How parents can forge unlikely friendships

Kylie Ladd considers the impact of parenthood on friendships.

It was the seagulls that clinched it. I was holidaying with a relatively new friend, someone I’d met through our children’s creche. We’d been chatting together at the creche Christmas party, discussing our plans for the summer, when I impulsively invited her to spend a few days with us at the family beach house.

At the time, it had seemed like a great idea – her twin boys were the same age as my son, we both had toddler daughters, and all five children got on as well as could be expected of a mixed group of under-fives. But, as the time approached, I started getting nervous.

Four days is a long time to spend with someone else’s children. I’d only ever seen them at creche pick-ups and the odd morning tea. What if they were actually brats who demanded nuggets and chips for breakfast and a steady stream of videos? What if their mother and I had completely different views on discipline, bedtimes and swimming straight after meals? Worst of all, what if we found out that we didn’t really have anything to say to each other after the first afternoon?

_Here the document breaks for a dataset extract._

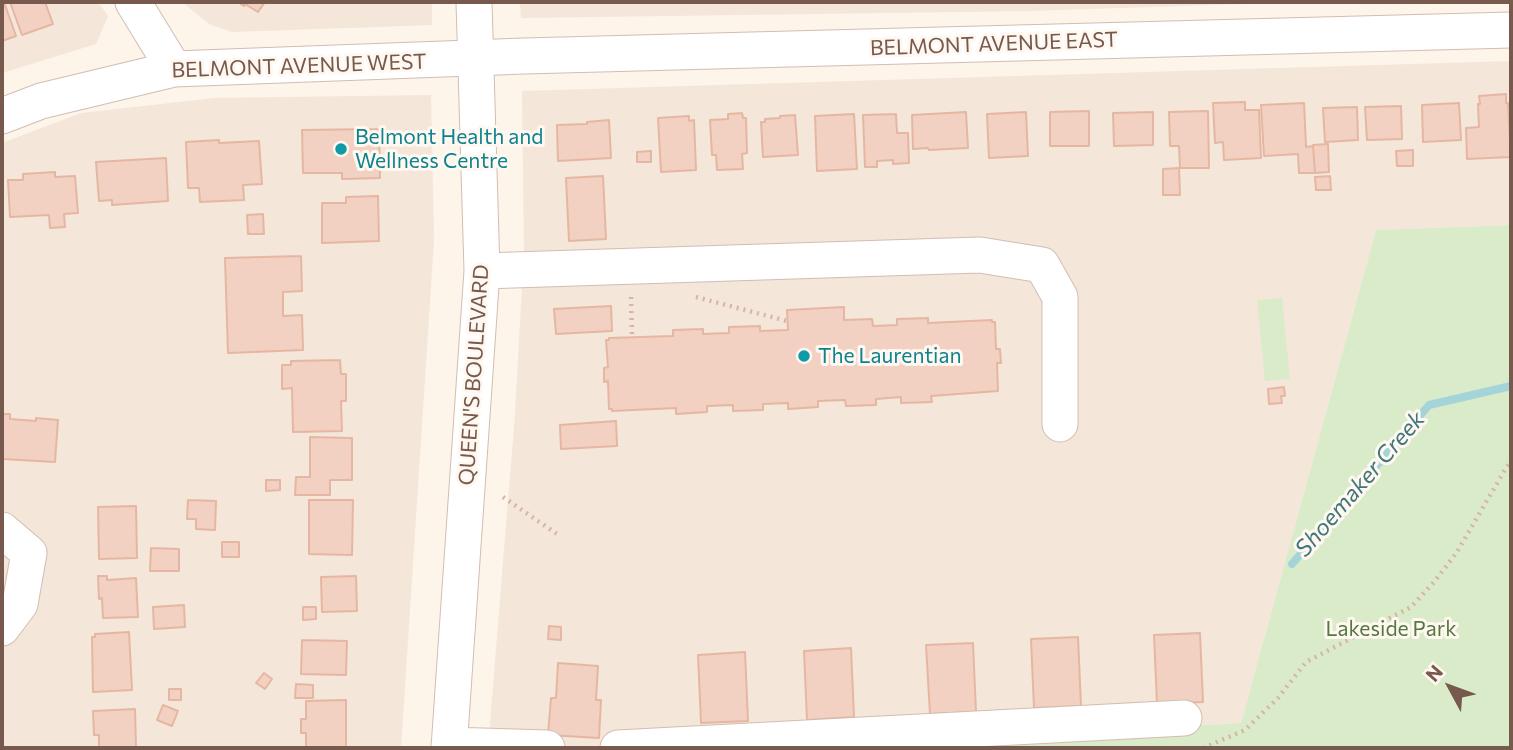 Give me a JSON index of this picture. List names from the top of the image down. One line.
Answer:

By day two, though, it was a case of so far, so good. The weather was overcast, so in an attempt to cheer up our beach-mad children, we took them to a local park for a lunch of fish and chips. But no sooner had the steaming, vinegar-scented bundles been placed on the picnic table than a hungry seagull appeared. And another, and another, until before long, it seemed as if every winged creature in the area had descended upon us.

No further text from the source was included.